The MIS are going fully moustached up!
You’ll see us supporting fake chap hop stiff hairy upper lips. You can join in too by getting yourself a furry caterpillar look on your own top lip. Ladies are also welcome to get in on the fuzzy-lipped antics, too. If you’d rather not just dress nice for him. He likes a nicely turned ankle you know! What ho. Mr B and his banjoist blazer stylings will be taking us through classic hip hop in a way more akin to george formby. It’s a showtime like hijink with a wink, a genre mash up he invented that’s straight outta surrey.
We were also told a while back by a Madness manager.

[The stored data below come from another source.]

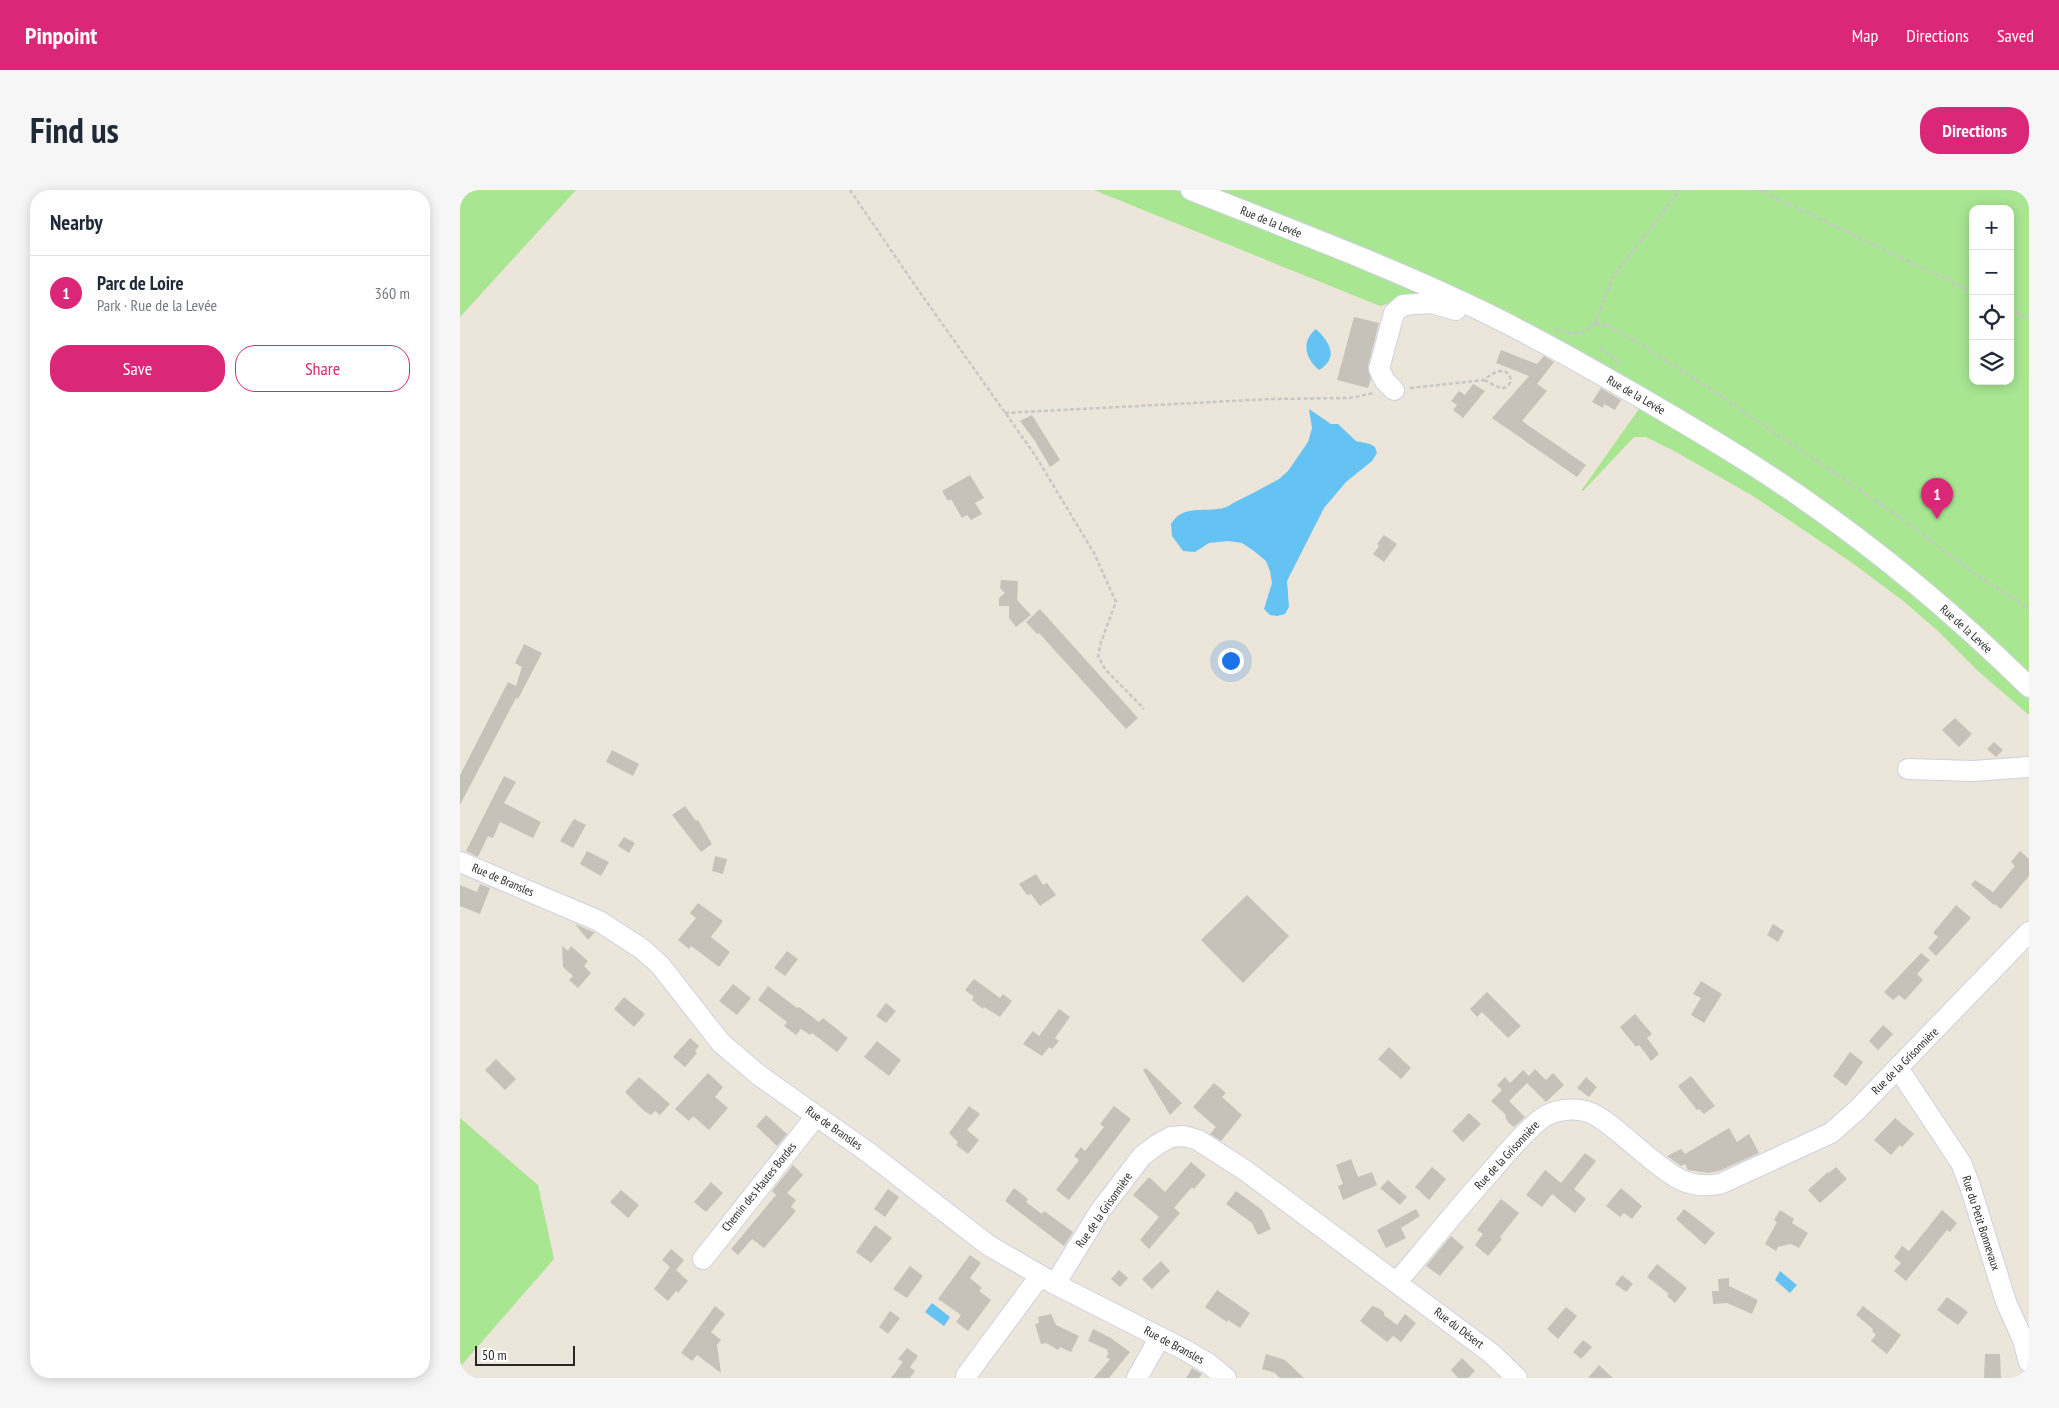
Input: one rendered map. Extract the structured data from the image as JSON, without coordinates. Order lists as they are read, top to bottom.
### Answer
{
  "streets": {
    "street": [
      "Rue de la Levée",
      "Rue de Bransles",
      "Rue de la Grisonnière",
      "Chemin des Hautes Bordes",
      "Rue du Petit Bonnevaux",
      "Rue du Désert"
    ]
  },
  "crossings": [
    ["Rue de Bransles", "Rue de la Grisonnière"],
    ["Rue de Bransles", "Chemin des Hautes Bordes"],
    ["Rue de la Grisonnière", "Rue du Petit Bonnevaux"],
    ["Rue de la Grisonnière", "Rue du Désert"]
  ],
  "scale_bar": "50 m",
  "page": {
    "header": "Pinpoint",
    "nav": ["Map", "Directions", "Saved"],
    "title": "Find us",
    "buttons": [
      "Directions",
      ["Save", "Share"]
    ],
    "heading": "Nearby",
    "map_buttons": ["+", "−"],
    "list": [
      {
        "mark": "1",
        "name": "Parc de Loire",
        "note": "Park · Rue de la Levée",
        "value": "360 m"
      }
    ],
    "pins": "1",
    "scale": "50 m"
  }
}
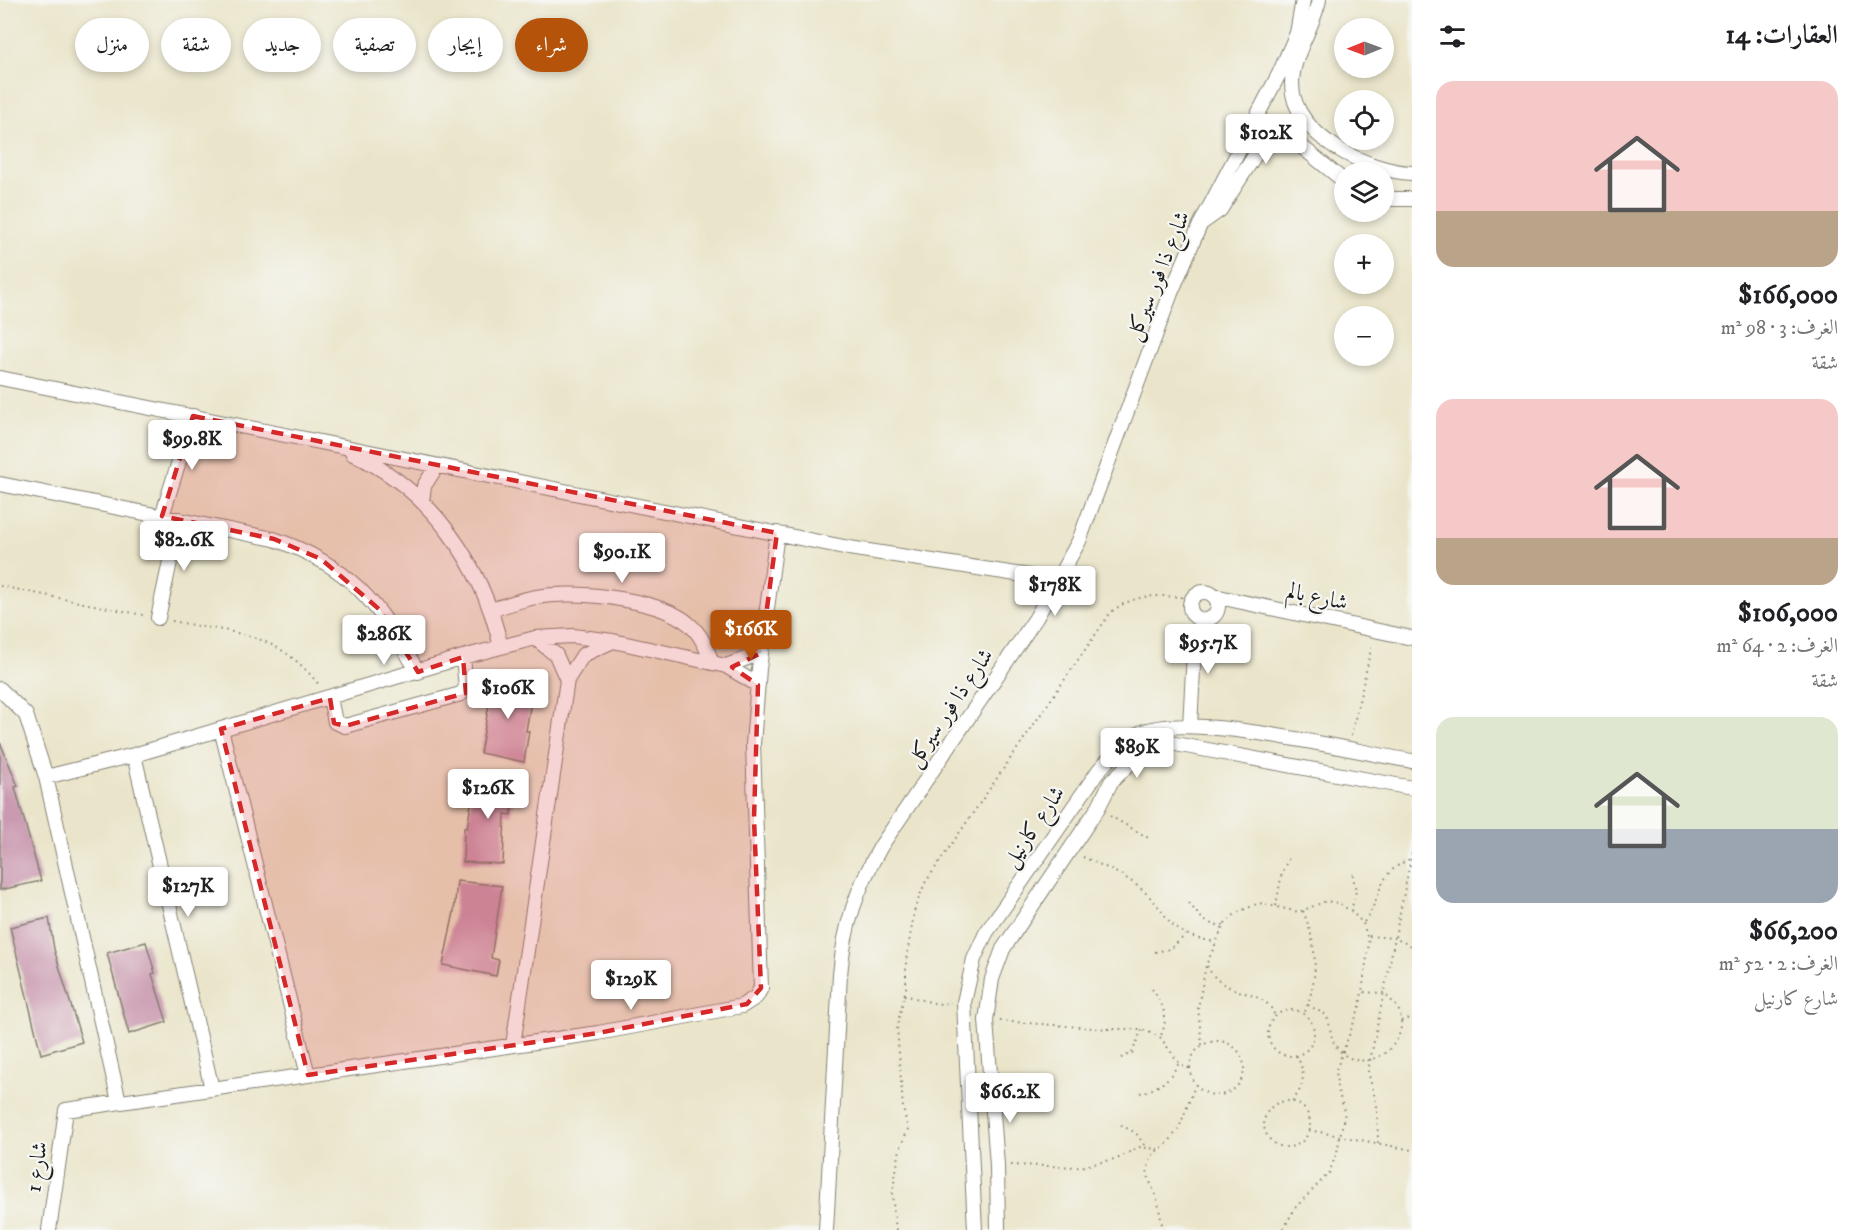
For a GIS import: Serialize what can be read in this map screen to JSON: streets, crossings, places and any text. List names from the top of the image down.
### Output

“We have Hip Hop Karaoke that starts at inn on the green at 3pm. I’m looking forward to that, reckon a couple of the band might just get involved in that one.”
So keep an eye out for that on the Saturday. Just before that at 6:00pm, The Inflatables return in a new spot at the same venue.
Don’t forget, Sunday is the live performance of Bite The Bullet album by The Ska Orchestra. What a packed weekend it will be, and we haven’t even mentioned the Saturday Night Marvellous Lightning Seeds, which will be special. Lucky us.
See you all there funsters, and enjoy all of The weekender!